- **Problem statement**: Look over the entries below. Report how many lines hold the word "rendered", and only that.

- **Saved entries**:
- - -
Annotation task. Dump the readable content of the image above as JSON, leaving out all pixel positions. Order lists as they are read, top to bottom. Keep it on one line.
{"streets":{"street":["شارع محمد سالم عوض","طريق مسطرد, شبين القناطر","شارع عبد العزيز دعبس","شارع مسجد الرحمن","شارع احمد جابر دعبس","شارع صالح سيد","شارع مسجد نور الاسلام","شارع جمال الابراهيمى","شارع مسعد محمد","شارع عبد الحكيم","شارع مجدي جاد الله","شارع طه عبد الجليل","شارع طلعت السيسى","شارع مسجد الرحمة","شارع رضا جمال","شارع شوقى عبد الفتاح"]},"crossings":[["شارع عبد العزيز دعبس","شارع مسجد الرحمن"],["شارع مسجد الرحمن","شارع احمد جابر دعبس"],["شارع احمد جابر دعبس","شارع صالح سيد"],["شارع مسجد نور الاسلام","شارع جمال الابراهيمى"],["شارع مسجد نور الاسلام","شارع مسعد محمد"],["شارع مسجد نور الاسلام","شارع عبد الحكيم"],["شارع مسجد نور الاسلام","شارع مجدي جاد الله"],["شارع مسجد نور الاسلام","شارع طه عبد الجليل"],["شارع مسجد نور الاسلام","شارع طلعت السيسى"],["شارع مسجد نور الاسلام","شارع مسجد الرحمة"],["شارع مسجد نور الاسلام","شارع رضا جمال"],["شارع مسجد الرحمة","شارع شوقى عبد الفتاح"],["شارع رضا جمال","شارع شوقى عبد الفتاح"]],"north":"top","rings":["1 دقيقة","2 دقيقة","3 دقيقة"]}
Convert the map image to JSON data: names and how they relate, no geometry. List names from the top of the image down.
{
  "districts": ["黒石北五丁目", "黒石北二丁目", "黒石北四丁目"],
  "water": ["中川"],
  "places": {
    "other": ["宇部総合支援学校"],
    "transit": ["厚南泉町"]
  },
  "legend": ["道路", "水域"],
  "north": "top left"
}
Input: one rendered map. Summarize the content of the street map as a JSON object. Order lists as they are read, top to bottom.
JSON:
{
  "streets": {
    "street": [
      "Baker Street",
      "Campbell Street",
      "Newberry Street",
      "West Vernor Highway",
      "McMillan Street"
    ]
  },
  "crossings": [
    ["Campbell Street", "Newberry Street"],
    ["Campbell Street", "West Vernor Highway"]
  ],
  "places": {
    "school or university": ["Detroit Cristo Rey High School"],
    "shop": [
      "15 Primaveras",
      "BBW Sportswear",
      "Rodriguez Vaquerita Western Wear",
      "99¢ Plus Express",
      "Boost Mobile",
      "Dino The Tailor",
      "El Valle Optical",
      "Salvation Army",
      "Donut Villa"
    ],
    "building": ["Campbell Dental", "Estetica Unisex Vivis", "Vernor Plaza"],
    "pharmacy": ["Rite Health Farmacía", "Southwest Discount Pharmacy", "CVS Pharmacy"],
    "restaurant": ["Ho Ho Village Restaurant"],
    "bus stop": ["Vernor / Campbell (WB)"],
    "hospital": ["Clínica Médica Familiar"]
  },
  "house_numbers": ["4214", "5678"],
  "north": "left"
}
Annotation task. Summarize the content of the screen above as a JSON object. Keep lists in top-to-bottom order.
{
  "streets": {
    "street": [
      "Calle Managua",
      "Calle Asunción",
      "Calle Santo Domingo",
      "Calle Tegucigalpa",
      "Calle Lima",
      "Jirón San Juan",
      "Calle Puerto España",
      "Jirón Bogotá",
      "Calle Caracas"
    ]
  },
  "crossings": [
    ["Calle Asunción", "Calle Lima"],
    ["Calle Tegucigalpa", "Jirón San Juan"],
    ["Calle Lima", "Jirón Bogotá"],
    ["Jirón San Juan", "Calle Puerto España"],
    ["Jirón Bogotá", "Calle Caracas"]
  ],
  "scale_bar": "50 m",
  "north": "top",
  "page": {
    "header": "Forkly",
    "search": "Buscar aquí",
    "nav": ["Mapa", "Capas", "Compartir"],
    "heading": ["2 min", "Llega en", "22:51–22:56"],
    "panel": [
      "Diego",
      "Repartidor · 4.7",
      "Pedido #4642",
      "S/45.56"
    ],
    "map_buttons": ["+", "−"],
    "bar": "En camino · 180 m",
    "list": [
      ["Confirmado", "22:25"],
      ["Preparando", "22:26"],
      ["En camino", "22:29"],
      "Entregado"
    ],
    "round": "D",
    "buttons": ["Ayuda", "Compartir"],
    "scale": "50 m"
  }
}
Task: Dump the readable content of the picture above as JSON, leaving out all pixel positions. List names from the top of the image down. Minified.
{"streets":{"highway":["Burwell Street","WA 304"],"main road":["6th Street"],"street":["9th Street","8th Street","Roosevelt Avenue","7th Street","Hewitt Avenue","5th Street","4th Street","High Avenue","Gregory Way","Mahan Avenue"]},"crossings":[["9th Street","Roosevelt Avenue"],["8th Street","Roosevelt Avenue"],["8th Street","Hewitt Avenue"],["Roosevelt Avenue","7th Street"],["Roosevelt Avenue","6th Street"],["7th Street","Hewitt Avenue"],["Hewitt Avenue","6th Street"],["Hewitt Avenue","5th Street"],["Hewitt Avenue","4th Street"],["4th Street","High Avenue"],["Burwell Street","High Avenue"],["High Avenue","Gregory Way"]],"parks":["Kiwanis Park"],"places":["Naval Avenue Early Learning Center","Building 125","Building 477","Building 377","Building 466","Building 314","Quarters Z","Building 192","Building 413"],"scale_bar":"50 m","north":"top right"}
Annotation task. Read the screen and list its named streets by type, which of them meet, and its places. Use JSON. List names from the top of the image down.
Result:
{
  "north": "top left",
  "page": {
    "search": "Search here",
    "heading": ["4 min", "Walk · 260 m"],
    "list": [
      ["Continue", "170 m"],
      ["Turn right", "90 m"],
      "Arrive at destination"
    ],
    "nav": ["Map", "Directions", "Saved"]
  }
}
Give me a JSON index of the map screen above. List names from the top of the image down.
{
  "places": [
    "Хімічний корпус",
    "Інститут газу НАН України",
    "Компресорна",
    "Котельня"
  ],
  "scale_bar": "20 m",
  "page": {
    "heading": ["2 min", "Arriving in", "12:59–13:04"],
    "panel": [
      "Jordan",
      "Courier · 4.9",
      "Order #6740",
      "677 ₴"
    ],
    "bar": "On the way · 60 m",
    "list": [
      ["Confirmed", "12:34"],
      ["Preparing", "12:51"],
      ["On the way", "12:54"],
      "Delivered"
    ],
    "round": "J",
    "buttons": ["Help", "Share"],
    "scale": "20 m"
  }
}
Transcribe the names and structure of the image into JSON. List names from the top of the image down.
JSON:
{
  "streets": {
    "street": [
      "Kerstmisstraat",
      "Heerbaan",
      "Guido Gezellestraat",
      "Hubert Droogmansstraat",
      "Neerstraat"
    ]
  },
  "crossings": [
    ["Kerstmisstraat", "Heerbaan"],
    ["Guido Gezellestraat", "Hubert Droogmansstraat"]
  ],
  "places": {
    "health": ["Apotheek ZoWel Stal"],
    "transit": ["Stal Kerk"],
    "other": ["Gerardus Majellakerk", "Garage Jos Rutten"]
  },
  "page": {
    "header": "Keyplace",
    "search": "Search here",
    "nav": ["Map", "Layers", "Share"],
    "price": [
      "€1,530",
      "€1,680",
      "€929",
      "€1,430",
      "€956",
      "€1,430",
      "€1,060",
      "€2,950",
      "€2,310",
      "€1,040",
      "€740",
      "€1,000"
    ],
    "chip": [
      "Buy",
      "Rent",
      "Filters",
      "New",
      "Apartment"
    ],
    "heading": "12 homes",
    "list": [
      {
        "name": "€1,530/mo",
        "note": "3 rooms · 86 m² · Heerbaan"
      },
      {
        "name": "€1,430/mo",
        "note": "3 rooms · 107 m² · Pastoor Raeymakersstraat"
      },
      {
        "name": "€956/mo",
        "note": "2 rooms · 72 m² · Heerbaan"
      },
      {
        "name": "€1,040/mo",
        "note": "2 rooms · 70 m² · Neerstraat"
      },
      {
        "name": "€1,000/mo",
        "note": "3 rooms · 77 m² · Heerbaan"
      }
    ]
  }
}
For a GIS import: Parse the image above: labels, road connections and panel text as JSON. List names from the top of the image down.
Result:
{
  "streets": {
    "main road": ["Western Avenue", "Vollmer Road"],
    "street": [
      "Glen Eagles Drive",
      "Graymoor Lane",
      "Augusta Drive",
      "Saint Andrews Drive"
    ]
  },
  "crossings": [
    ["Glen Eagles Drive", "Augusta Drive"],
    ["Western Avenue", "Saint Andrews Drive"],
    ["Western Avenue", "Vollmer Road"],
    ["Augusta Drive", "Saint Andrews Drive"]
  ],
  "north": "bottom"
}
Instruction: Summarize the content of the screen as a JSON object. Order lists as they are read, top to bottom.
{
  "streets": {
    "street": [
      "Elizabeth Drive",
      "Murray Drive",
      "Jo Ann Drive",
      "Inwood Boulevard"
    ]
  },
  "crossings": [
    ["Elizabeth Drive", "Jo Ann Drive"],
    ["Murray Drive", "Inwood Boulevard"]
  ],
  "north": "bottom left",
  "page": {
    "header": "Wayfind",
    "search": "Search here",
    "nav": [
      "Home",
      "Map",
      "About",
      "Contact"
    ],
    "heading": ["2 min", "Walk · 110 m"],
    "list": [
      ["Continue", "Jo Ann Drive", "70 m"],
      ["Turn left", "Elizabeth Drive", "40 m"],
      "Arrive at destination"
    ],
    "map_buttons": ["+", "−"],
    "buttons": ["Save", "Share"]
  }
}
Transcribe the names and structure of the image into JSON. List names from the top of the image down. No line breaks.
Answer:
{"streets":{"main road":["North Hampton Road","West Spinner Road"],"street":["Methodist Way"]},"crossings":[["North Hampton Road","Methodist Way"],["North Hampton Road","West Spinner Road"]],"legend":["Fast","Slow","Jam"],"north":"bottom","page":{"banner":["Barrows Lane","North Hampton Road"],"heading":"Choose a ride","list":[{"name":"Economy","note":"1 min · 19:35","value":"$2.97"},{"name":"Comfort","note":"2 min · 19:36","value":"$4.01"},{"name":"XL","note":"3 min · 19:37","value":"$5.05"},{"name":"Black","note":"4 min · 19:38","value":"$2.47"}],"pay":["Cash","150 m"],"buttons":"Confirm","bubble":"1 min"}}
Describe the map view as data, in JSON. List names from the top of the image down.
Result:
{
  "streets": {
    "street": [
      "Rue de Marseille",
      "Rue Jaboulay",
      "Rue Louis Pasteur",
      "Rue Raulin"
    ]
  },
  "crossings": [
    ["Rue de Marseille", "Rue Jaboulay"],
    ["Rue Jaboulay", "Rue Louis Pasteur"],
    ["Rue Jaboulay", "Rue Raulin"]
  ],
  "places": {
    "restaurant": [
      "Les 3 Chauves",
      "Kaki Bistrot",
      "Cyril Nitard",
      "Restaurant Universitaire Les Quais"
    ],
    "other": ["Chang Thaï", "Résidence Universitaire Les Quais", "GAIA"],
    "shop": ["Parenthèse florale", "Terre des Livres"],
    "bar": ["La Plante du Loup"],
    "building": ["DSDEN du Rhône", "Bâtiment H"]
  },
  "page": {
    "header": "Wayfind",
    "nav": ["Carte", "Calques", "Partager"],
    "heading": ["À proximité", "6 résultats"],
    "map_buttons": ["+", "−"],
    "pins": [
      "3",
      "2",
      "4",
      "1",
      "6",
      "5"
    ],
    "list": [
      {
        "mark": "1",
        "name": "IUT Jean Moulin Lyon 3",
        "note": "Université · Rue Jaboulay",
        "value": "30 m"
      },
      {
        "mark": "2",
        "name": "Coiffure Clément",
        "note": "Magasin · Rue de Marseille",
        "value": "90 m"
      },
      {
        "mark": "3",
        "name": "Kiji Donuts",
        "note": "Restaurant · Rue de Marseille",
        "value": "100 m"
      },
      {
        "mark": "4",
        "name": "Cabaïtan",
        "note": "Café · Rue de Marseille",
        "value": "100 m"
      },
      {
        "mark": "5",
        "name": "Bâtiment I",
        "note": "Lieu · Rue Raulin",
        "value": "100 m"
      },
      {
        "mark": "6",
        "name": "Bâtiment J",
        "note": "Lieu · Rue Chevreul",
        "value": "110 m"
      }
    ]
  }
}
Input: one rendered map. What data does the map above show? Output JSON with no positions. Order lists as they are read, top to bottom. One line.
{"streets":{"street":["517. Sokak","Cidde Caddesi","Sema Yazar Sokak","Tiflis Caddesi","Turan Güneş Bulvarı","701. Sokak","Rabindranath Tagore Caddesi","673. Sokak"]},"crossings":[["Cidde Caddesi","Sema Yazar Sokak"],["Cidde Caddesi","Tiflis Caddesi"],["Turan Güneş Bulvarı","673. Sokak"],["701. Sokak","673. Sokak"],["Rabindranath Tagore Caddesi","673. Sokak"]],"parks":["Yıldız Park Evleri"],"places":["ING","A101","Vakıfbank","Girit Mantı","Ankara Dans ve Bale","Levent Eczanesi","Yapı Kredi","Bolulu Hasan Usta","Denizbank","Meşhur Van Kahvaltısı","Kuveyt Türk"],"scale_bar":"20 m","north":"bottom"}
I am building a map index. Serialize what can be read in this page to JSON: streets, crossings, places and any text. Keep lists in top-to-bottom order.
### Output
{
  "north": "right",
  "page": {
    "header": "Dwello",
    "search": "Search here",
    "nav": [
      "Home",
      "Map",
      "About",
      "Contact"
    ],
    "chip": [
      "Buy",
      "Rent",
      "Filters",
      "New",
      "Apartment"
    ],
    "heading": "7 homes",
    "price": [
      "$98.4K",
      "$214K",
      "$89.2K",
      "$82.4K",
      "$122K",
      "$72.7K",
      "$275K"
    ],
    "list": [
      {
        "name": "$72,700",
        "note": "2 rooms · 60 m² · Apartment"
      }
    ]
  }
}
- - -
- **Exercise response**: 2